## Goal of the exercise
Look through the lines below and extract any with the word "after".

## Provided records

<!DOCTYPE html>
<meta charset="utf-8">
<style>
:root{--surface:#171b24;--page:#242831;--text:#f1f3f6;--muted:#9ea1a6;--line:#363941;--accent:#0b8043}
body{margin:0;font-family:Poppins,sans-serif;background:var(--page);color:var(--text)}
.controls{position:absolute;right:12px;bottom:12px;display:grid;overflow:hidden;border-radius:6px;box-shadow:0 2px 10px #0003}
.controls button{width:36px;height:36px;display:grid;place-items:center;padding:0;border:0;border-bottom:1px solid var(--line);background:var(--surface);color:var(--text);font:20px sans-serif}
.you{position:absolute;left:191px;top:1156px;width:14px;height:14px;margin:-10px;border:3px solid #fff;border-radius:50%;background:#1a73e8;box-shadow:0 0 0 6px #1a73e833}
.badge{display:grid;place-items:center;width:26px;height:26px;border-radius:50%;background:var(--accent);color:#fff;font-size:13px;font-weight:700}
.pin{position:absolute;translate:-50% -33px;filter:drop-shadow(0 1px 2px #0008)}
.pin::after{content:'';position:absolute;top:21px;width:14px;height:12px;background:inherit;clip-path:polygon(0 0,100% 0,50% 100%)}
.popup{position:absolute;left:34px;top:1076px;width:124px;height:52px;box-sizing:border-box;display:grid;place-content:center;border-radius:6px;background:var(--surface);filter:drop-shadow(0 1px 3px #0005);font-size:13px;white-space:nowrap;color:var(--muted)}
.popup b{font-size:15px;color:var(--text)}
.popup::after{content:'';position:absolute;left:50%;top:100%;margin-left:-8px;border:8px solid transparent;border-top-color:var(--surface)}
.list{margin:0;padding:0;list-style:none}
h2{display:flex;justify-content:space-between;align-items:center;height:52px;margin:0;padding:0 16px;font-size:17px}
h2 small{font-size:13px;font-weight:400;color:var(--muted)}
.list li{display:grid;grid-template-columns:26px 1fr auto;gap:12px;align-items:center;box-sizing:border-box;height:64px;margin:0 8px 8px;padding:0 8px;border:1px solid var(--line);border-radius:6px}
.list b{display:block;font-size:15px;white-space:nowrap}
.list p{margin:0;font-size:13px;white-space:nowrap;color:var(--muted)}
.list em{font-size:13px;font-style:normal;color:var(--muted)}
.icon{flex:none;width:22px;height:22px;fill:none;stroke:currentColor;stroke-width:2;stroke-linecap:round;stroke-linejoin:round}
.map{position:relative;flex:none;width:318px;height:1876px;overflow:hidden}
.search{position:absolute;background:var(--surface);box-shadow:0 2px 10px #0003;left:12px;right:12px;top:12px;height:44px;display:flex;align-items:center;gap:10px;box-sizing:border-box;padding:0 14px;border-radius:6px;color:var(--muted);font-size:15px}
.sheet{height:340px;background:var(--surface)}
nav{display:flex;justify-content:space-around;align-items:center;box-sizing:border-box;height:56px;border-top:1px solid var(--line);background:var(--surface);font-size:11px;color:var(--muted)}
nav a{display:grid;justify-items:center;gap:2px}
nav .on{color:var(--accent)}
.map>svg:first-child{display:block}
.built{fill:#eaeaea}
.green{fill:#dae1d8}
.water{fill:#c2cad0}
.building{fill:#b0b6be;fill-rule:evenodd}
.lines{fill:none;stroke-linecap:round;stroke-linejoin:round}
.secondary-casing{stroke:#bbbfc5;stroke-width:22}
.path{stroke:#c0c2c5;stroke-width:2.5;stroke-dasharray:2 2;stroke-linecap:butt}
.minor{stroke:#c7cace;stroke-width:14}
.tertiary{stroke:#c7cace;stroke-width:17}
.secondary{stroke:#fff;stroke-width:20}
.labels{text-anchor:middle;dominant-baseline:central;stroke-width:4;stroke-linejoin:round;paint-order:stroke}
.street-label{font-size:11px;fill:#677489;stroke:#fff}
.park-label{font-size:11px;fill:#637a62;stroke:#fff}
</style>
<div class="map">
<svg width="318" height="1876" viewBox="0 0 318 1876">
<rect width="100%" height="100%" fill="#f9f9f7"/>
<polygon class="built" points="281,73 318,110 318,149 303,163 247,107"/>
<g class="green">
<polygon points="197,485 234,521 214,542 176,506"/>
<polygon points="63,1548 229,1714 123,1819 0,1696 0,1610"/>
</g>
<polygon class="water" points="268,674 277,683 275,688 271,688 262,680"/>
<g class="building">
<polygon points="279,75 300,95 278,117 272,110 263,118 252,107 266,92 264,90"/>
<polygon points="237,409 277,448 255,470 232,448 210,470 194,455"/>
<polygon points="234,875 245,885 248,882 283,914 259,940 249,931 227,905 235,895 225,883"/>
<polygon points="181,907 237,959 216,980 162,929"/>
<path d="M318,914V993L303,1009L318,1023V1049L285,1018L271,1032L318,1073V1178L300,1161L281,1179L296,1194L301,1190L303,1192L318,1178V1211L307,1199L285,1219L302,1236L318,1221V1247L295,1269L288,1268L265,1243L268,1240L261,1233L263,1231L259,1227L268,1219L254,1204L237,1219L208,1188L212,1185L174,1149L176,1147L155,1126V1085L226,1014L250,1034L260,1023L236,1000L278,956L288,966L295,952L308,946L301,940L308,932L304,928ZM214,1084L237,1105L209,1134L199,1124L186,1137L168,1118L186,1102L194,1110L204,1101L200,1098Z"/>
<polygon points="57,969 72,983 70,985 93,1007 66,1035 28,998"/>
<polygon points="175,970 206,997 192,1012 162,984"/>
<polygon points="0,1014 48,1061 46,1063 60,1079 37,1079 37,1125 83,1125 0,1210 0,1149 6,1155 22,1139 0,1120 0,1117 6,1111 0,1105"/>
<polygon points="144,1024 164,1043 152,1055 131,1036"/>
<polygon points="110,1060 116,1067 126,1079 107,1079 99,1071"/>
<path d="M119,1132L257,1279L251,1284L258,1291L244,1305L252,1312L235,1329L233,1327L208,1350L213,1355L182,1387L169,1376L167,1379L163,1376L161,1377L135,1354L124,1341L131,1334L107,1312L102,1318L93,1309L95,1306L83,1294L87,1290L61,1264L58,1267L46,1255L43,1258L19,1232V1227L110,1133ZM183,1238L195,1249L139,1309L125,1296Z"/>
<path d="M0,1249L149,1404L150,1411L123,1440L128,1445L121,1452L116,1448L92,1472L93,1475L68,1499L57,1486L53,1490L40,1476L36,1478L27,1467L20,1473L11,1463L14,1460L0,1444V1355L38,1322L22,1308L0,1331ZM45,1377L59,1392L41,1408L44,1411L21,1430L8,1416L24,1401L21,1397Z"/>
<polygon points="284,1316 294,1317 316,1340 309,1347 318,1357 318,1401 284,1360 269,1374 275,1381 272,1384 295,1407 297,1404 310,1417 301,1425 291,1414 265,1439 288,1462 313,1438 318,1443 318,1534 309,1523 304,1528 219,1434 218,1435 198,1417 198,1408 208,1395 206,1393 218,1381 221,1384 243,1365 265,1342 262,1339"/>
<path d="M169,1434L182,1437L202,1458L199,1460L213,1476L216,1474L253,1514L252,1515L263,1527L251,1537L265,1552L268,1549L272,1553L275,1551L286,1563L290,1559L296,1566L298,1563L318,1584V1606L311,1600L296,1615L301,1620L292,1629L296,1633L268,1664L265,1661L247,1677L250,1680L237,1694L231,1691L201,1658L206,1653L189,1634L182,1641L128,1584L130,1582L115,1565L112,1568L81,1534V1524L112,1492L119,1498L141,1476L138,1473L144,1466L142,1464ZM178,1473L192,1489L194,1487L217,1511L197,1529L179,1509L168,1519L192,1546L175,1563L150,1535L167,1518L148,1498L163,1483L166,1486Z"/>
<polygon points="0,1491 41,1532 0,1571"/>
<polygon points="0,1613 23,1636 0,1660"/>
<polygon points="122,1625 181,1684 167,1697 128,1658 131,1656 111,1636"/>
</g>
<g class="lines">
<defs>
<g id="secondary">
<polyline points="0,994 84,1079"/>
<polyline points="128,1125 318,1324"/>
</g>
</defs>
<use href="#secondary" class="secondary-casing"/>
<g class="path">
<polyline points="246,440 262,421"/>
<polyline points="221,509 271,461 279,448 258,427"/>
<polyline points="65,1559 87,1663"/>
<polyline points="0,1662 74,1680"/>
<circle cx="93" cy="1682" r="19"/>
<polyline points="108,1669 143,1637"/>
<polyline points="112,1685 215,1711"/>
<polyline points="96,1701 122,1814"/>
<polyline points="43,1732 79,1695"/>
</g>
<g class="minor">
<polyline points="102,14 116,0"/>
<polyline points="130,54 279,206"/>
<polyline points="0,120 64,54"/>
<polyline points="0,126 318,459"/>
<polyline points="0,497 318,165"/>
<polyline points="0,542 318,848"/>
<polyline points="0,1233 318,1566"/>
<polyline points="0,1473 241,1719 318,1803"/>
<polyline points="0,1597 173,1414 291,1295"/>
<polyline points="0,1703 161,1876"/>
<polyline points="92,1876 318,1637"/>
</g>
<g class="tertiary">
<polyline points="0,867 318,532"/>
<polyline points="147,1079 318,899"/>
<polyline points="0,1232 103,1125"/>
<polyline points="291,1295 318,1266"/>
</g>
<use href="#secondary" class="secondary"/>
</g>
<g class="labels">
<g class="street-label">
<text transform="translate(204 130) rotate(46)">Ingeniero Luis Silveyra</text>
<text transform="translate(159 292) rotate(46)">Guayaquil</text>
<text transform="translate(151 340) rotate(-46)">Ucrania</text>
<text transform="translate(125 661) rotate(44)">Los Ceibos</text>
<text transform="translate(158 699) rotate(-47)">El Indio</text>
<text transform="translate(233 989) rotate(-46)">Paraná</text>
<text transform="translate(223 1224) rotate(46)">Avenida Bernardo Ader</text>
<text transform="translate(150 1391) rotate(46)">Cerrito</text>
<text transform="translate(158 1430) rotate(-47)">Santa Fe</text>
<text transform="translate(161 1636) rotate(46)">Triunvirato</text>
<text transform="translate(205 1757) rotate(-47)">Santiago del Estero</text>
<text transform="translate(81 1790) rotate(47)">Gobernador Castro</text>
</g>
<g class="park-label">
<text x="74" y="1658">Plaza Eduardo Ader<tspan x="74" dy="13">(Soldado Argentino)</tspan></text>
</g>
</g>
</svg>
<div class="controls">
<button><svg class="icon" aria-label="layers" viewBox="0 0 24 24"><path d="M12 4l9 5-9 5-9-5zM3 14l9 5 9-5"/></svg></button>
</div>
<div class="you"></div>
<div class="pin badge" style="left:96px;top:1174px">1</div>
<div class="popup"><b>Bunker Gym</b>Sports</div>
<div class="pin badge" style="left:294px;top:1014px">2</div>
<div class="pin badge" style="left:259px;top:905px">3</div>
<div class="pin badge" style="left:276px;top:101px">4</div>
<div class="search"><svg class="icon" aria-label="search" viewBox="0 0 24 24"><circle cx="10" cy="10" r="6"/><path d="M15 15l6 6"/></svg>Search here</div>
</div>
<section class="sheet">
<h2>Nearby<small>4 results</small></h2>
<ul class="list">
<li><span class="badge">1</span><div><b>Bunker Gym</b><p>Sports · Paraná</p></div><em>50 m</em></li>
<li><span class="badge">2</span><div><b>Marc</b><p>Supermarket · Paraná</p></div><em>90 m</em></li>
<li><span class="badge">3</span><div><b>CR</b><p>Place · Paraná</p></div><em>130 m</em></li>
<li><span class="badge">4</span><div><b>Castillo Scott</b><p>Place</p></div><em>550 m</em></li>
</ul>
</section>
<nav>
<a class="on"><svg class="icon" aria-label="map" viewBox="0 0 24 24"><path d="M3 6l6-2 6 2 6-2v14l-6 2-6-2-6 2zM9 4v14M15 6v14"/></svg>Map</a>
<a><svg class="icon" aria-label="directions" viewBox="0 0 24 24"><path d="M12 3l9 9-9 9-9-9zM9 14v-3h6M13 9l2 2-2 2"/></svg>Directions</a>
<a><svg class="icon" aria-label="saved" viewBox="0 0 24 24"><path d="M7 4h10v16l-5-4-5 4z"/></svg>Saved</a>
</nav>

* * *

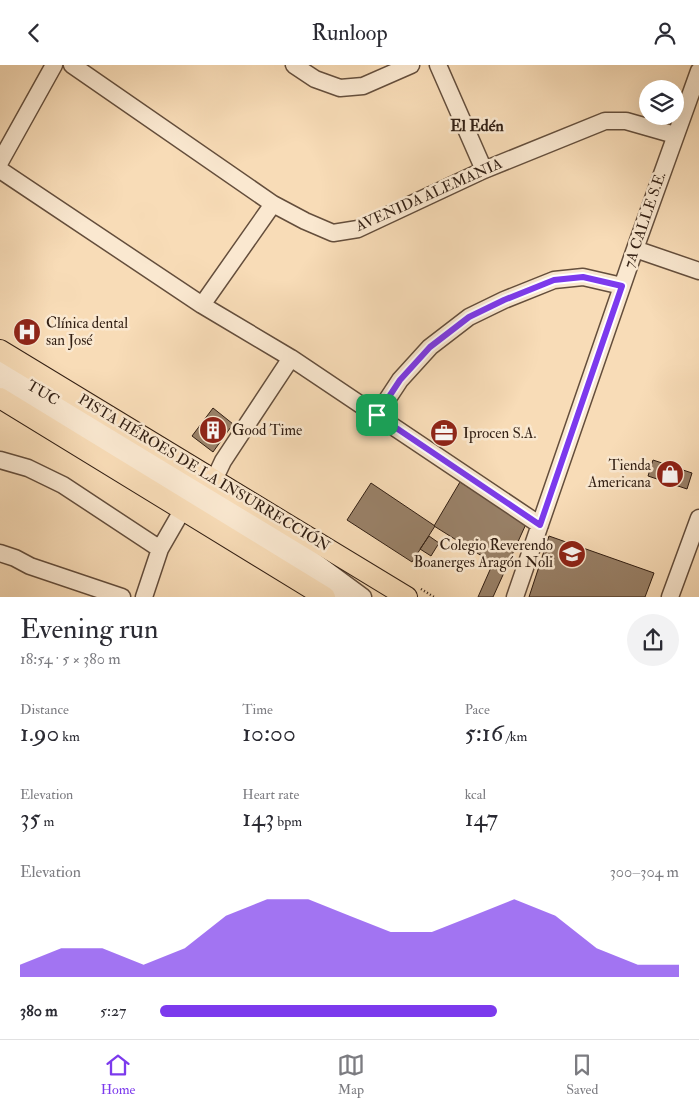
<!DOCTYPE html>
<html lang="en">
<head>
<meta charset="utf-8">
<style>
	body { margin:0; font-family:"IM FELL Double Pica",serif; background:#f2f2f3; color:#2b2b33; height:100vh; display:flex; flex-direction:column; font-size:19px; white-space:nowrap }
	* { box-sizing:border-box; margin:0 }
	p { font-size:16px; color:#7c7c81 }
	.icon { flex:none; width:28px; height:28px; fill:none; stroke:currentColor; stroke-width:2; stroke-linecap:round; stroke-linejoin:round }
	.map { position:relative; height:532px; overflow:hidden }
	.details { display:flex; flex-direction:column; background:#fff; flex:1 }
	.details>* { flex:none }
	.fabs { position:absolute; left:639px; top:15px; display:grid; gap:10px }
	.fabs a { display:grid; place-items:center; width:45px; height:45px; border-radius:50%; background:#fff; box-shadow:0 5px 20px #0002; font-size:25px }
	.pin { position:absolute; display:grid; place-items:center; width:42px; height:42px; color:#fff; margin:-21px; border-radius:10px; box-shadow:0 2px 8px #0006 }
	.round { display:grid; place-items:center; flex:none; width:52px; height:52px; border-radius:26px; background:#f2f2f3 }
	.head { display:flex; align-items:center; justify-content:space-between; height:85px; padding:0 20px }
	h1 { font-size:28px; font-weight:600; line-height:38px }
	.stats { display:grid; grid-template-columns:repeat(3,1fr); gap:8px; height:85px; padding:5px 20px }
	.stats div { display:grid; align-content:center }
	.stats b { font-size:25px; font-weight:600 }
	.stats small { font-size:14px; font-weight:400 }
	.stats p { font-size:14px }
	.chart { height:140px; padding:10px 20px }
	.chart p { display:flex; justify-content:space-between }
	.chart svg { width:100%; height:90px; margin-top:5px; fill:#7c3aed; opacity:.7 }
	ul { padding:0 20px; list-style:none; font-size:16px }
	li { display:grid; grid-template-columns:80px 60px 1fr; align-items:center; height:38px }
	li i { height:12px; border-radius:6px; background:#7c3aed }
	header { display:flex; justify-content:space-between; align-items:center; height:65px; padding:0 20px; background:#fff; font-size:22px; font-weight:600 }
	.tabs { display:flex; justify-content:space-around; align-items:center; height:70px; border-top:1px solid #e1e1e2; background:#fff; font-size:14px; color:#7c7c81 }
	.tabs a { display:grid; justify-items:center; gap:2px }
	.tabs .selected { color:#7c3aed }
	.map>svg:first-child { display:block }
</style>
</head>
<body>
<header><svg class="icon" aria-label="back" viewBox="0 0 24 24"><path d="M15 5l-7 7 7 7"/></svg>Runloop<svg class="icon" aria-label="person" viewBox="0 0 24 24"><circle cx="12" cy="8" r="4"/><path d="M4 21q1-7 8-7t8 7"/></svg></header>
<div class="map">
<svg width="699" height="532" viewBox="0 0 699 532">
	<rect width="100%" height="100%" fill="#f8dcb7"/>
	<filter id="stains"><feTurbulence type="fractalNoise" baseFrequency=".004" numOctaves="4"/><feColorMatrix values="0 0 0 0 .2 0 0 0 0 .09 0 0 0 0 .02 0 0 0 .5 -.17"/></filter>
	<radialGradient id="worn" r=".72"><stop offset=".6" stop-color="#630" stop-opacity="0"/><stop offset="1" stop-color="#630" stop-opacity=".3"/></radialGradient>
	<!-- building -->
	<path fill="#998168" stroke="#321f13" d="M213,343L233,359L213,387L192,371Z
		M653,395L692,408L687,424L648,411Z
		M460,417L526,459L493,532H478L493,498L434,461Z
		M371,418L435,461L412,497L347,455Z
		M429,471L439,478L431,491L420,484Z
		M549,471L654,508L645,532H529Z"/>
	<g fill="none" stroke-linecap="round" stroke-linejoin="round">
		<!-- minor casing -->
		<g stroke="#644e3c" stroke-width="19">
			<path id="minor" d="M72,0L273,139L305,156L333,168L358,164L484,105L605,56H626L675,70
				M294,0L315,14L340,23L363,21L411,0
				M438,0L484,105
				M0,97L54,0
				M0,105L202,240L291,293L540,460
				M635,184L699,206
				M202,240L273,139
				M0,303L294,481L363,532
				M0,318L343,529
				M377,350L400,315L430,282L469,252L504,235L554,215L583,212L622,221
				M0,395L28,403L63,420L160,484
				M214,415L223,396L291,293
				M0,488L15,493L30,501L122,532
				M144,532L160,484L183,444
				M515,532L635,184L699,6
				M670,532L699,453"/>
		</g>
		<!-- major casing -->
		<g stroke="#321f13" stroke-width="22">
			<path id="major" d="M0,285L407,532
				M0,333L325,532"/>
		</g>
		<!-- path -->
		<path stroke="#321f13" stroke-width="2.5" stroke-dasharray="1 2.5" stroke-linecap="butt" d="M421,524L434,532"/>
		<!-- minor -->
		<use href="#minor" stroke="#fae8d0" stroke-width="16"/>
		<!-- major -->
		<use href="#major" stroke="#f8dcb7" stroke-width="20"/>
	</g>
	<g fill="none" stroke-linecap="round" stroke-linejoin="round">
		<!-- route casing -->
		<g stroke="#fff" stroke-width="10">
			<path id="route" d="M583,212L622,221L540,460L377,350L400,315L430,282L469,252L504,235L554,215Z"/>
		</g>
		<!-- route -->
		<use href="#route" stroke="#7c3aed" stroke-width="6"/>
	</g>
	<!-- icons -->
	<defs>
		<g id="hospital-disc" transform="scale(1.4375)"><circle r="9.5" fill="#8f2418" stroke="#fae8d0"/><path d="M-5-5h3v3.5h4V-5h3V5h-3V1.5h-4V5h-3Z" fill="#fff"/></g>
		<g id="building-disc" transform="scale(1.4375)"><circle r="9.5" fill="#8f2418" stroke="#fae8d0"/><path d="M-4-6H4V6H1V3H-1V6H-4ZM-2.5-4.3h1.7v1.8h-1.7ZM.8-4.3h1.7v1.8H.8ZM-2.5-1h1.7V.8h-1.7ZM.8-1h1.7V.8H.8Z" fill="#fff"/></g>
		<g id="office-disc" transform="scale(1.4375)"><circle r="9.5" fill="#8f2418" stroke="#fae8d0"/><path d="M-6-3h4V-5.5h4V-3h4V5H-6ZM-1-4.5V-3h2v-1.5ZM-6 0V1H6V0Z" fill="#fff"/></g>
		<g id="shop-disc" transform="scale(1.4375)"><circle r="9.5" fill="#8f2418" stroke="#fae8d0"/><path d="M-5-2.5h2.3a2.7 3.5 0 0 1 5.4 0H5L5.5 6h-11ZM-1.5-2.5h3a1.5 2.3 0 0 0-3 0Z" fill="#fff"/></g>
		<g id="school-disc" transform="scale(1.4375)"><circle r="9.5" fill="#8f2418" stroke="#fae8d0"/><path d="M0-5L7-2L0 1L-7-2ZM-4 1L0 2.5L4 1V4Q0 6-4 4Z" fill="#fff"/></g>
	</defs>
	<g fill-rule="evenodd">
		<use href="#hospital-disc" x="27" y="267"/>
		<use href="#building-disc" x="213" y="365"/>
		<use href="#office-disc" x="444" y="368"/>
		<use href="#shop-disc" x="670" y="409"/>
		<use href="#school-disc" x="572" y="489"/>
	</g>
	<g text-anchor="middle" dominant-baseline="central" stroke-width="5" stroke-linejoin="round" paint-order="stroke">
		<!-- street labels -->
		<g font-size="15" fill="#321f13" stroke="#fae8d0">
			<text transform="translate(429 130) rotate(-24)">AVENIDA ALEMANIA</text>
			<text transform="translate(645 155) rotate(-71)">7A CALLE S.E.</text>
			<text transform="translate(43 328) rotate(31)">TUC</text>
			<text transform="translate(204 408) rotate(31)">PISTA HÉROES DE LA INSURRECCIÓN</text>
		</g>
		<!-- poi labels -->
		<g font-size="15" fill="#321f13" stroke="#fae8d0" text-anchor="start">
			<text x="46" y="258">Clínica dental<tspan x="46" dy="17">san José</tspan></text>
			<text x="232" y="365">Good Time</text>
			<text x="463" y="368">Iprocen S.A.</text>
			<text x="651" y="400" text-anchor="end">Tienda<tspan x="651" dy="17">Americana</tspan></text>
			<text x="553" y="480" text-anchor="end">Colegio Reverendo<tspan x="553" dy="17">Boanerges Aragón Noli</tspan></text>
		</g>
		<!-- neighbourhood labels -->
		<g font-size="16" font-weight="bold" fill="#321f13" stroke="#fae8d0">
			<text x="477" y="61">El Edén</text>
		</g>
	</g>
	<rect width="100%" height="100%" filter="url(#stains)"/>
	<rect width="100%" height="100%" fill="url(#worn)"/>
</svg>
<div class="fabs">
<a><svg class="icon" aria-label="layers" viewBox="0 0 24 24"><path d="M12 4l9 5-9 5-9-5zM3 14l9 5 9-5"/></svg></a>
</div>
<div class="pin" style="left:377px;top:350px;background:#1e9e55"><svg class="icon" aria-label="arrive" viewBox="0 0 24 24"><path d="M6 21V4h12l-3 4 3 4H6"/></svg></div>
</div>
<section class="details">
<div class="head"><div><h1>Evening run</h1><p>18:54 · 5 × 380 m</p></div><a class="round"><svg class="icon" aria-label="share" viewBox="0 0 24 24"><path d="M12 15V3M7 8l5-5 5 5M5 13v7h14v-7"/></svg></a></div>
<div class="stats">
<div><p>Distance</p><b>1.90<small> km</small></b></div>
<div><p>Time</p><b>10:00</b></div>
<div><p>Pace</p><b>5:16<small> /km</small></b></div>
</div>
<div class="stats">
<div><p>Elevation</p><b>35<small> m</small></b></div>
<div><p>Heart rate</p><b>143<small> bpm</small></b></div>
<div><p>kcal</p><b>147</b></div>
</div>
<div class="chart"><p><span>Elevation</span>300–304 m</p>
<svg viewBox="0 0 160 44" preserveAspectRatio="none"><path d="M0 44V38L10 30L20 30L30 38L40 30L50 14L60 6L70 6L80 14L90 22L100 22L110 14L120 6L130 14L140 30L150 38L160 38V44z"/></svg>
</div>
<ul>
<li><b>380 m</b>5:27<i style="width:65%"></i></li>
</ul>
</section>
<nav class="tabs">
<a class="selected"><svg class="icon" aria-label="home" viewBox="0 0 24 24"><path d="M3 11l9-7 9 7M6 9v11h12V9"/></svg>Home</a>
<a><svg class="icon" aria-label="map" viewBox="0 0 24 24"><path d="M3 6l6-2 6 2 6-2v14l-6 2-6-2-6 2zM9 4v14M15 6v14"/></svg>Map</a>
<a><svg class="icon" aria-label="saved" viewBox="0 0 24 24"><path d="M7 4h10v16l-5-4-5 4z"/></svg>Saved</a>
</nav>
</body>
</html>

## Task result
.pin::after{content:'';position:absolute;top:21px;width:14px;height:12px;background:inherit;clip-path:polygon(0 0,100% 0,50% 100%)}
.popup::after{content:'';position:absolute;left:50%;top:100%;margin-left:-8px;border:8px solid transparent;border-top-color:var(--surface)}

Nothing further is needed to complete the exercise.